The dog had been sent to detain Tevita Talanoa Fisiitalia, one of four people who had been caught trying to flee the scene of an attempted robbery near 6700 South and 625 East at around 8:30 p.m. Friday. When icy road conditions prohibited the getaway driver from speeding away in a stolen vehicle, the four occupants jumped out of the car, running in all different directions, Rapela said.

One occupant ran back into the home the group had attempted to burglarize and locked the doors. A woman, not the homeowner, and her children were inside at the time but were able to get out before the doors were locked, thus "avoiding an even bigger catastrophe," Rapela said.

The owner of the home, to which police had been called two weeks ago due to a report of a "suspicious person" lurking in the backyard, was out of town, and the woman had been house-sitting there with her children.
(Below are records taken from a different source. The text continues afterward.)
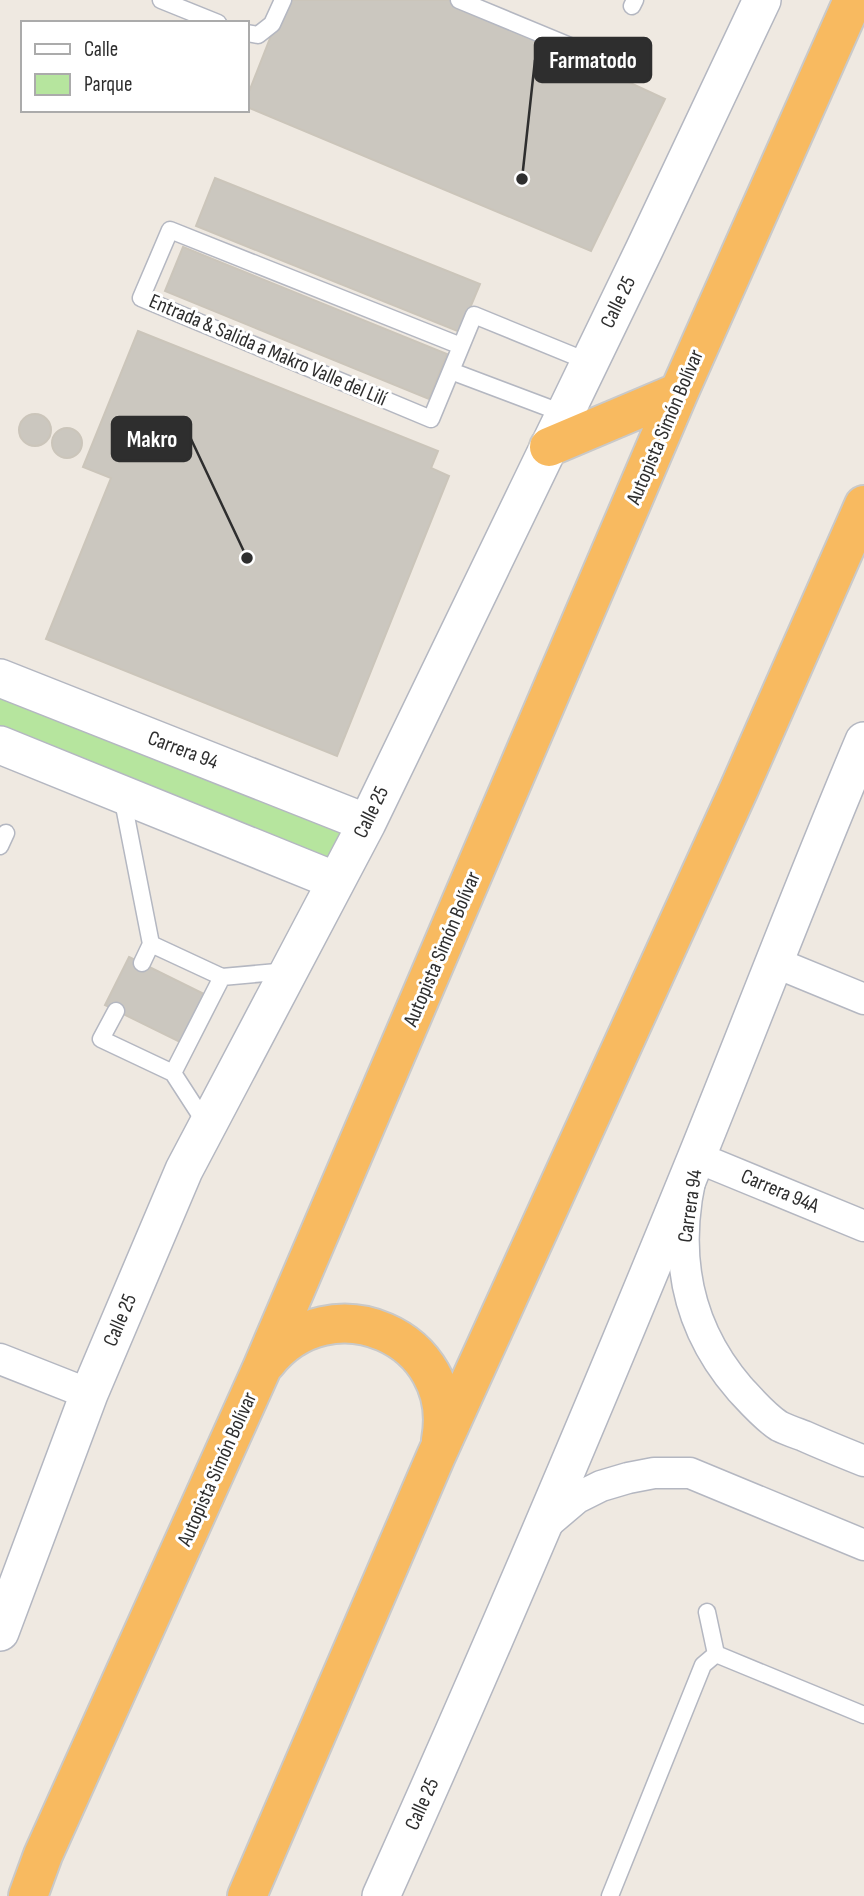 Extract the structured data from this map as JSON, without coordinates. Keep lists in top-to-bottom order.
{
  "streets": {
    "highway": ["Autopista Simón Bolívar"],
    "street": ["Calle 25", "Carrera 94", "Carrera 94A"],
    "lane": ["Entrada & Salida a Makro Valle del Lilí"]
  },
  "crossings": [
    ["Calle 25", "Entrada & Salida a Makro Valle del Lilí"],
    ["Calle 25", "Carrera 94"],
    ["Calle 25", "Carrera 94A"],
    ["Carrera 94", "Carrera 94A"]
  ],
  "places": ["Farmatodo", "Makro"],
  "legend": ["Calle", "Parque"]
} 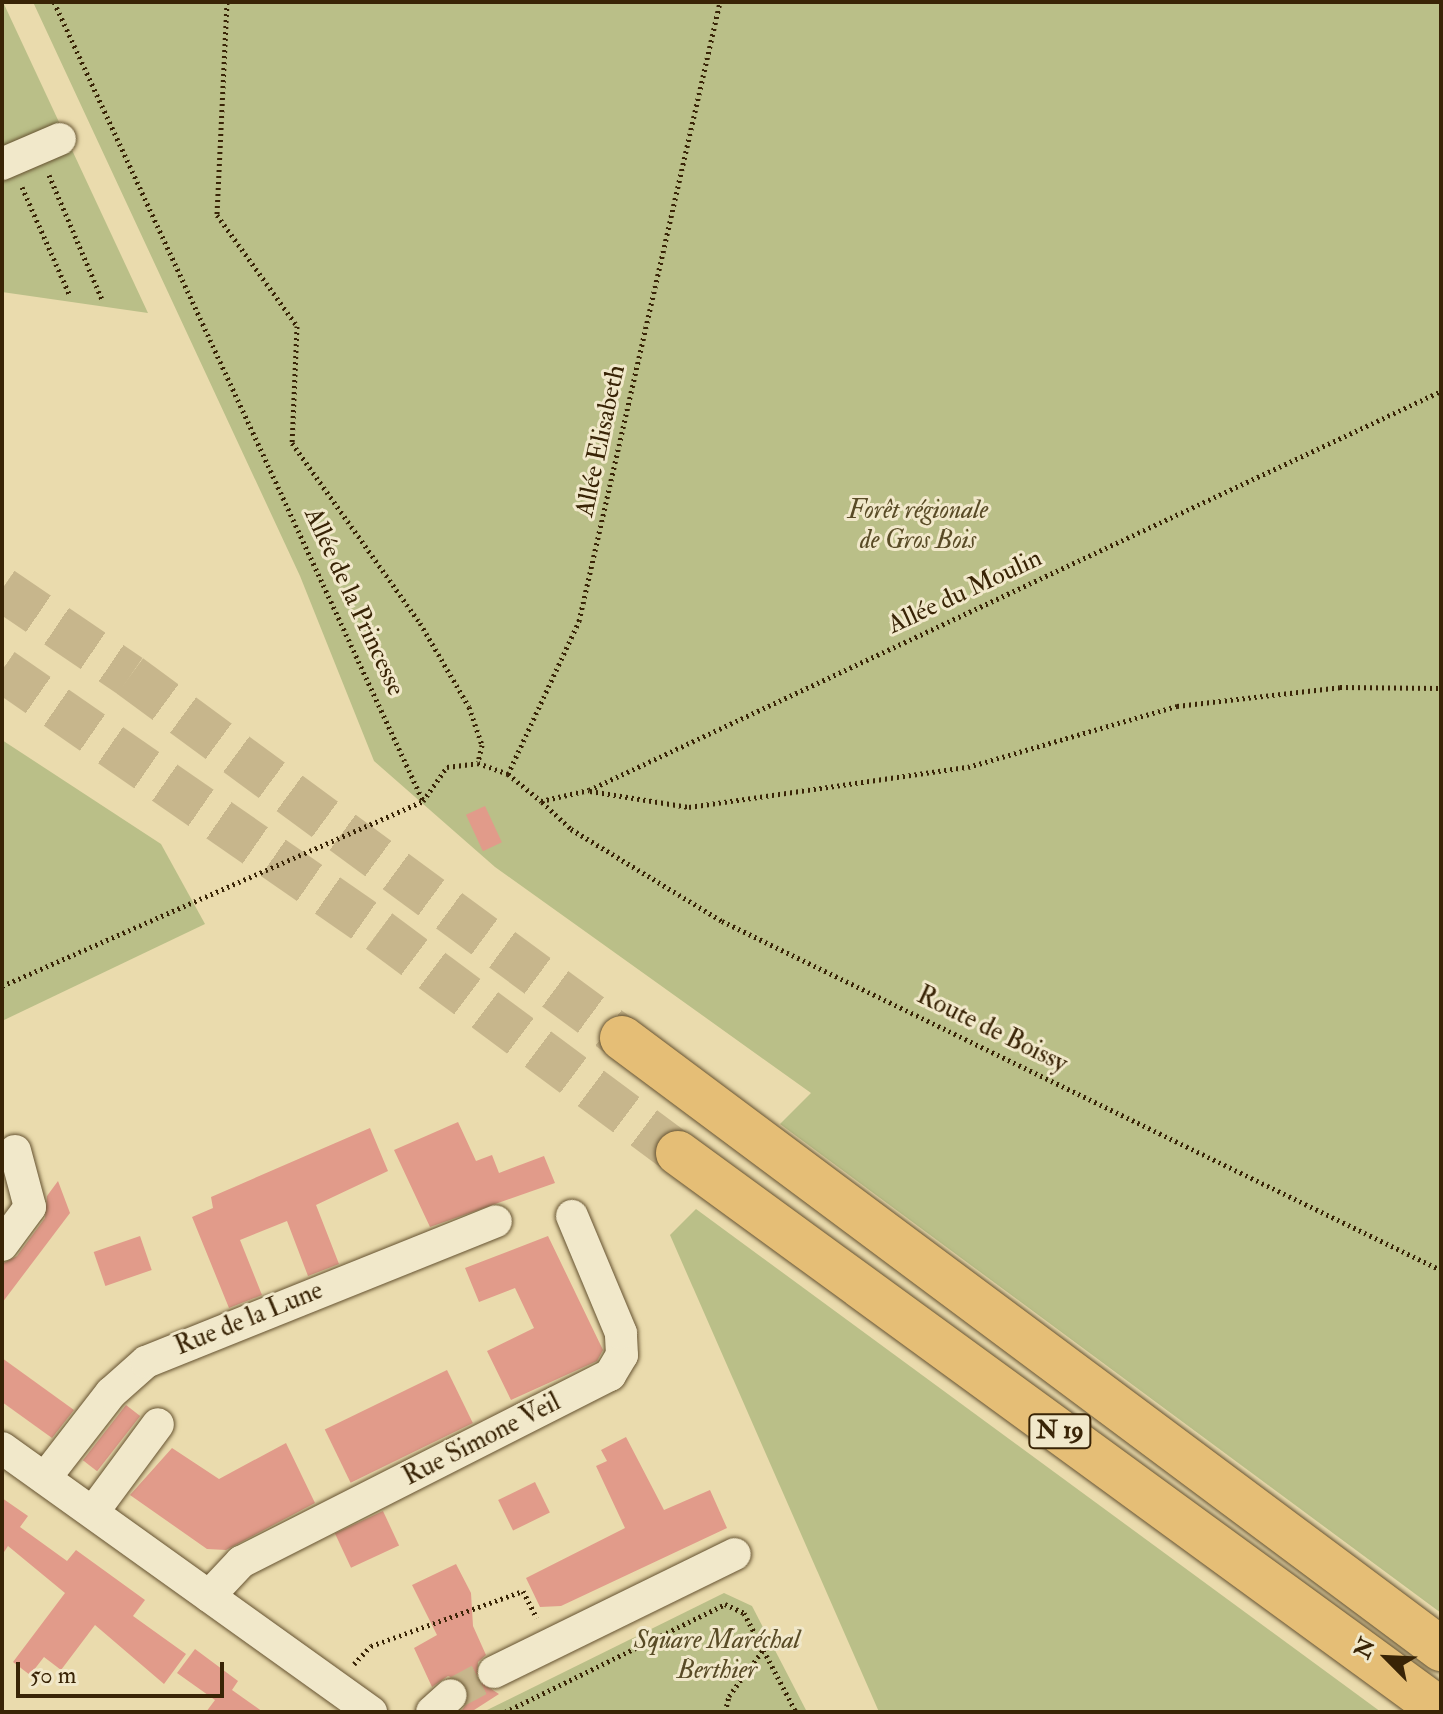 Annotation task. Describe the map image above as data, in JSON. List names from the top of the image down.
{
  "streets": {
    "highway": ["N 19"],
    "street": ["Rue de la Lune", "Rue Simone Veil"],
    "path": [
      "Allée Elisabeth",
      "Allée du Moulin",
      "Allée de la Princesse",
      "Route de Boissy"
    ]
  },
  "crossings": [
    ["Allée du Moulin", "Route de Boissy"]
  ],
  "parks": ["Forêt régionale de Gros Bois", "Square Maréchal Berthier"],
  "scale_bar": "50 m",
  "north": "top left"
}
Fisiitalia was chased by officers around the back of a neighboring home. At one point, police lost track of him and released Koda, a 3 1/2-year-old Belgian Malinois that had been with the Midvale department K-9 squad just over a year, to detain him. Koda's handler, a Midvale police officer, heard the gunshots and encountered the dead dog upon rounding the corner of the home.

"He's having a tough time," Rapela said of the dog's handler, adding that Koda was "a very aggressive, hard-working dog."

"A handler and his dog spend a tremendous amount of time together," Rapela said. The handler, who is on paid administrative leave, will be given the opportunity to choose whether he wants another police service dog in the future.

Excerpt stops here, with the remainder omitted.